He is seen here when he managed the Cubs for the second half of 1986 and the first half of the 1987 season. Those were the dark years between the 1984 and 1989 Division Title where they went through managers like tissues.

Michael was tossed away.

Nothing about Michael’s career was headline grabbing. He played 10 seasons in the majors as a light hitting infielder. He came up with the Pirates, played one year with them on the big league level. He was dealt to the Dodgers in the Maury Wills trade and was in LA for one year. He finished his career with one season playing for Detroit.

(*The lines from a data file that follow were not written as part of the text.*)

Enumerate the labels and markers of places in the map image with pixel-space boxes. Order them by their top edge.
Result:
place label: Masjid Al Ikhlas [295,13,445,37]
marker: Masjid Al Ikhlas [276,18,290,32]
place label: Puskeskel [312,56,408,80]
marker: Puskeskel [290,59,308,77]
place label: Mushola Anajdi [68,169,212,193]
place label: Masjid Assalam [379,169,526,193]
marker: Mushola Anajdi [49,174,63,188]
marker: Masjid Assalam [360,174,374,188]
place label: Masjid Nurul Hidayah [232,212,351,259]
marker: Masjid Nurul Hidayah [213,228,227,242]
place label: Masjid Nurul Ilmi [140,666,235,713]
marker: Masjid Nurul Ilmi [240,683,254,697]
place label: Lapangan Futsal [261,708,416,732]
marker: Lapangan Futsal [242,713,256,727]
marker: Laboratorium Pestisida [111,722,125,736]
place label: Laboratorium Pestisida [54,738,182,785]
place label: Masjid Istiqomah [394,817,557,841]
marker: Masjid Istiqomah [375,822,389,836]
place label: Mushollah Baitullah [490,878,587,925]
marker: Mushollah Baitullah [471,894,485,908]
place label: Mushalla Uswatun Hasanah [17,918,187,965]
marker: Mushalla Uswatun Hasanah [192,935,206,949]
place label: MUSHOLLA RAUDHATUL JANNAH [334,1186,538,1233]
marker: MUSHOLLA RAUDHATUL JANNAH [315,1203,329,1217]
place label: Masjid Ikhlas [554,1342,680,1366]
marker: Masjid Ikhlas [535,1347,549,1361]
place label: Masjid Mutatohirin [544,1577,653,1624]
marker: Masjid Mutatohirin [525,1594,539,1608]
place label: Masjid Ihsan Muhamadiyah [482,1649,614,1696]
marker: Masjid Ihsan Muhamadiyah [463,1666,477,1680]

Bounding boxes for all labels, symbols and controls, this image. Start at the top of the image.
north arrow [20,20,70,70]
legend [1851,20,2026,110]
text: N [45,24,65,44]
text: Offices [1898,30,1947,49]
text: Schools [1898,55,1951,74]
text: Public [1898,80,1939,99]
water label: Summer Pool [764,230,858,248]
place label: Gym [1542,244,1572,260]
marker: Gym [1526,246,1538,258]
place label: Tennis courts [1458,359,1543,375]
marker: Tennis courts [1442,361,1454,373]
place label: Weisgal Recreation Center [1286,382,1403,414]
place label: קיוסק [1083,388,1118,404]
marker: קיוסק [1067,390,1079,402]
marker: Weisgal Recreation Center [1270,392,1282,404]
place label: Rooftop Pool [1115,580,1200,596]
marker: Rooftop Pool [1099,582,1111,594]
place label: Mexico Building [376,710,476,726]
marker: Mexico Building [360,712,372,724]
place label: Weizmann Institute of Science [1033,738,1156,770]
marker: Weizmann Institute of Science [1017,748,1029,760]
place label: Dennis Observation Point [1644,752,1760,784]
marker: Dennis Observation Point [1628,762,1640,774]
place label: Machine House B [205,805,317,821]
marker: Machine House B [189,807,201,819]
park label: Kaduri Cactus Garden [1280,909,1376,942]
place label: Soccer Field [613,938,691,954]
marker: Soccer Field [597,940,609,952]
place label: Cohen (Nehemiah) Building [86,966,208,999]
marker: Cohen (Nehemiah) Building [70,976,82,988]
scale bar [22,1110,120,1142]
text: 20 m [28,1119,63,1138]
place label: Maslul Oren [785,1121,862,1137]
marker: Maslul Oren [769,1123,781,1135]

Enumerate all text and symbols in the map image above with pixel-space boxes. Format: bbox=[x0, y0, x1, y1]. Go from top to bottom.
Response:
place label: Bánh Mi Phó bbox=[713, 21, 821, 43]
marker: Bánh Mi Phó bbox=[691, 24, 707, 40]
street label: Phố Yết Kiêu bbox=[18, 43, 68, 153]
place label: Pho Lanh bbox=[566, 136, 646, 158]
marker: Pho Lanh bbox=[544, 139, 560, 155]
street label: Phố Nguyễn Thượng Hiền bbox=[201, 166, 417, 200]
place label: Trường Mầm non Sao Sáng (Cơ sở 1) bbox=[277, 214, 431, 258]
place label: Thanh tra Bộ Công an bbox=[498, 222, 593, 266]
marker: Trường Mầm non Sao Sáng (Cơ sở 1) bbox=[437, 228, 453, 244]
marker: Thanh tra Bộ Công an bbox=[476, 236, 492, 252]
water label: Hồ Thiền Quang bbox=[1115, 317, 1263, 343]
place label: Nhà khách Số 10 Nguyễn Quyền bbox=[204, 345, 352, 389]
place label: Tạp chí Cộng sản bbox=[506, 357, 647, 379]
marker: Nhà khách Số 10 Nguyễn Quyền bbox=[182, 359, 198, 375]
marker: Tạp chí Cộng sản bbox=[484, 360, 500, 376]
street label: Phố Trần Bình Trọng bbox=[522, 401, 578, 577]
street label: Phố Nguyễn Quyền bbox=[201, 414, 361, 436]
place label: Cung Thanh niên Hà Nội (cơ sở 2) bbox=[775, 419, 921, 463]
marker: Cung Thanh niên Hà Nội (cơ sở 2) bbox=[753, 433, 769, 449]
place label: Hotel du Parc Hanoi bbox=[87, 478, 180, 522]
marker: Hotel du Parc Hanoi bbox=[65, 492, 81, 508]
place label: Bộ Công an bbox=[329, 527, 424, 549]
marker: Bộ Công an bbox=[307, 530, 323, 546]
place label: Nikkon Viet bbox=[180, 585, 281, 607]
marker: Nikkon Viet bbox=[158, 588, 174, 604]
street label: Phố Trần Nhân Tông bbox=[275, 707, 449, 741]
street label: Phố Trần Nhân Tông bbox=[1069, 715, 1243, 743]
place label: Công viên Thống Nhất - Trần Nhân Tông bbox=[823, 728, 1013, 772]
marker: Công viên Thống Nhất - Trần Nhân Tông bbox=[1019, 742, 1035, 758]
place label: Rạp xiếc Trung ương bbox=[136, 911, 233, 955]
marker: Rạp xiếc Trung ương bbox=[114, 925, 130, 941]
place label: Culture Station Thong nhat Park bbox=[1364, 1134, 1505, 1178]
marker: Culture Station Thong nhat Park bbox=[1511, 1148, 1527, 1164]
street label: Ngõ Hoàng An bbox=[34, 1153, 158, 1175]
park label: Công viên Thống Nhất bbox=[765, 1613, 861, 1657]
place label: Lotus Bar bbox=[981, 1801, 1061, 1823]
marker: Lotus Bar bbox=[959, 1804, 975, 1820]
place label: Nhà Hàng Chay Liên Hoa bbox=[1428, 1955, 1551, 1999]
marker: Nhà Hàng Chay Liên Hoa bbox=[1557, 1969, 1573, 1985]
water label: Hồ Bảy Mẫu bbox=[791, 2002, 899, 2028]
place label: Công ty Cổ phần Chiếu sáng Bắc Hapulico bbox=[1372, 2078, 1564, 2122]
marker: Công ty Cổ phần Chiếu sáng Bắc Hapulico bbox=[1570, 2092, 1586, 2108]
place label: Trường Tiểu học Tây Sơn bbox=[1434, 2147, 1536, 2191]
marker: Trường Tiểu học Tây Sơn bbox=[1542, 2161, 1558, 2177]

In between those one year stints was 7 seasons as a member of the Yankees. He was the every day shortstop during the lean years between the retirement of Mickey Mantle and the opening of the remodeled stadium and the Bronx Zoo.

Typical of Michael’s career, he was there for the ground work and was gone when the rewards flowed in.

After his playing career ended in 1975, he rejoined the Yankee organization. In 1978, he was a member of the coaching staff as the Yankees won the World Series. In 1981, the Yankees named Michael manager after Dick Howser was fired. He had the Yankees in first place when the strike hit.

Because of the split season post season rules of 1981, the Yankees were automatically in the playoffs. Michael and company would face the second half winner in the Divisional Championship Series.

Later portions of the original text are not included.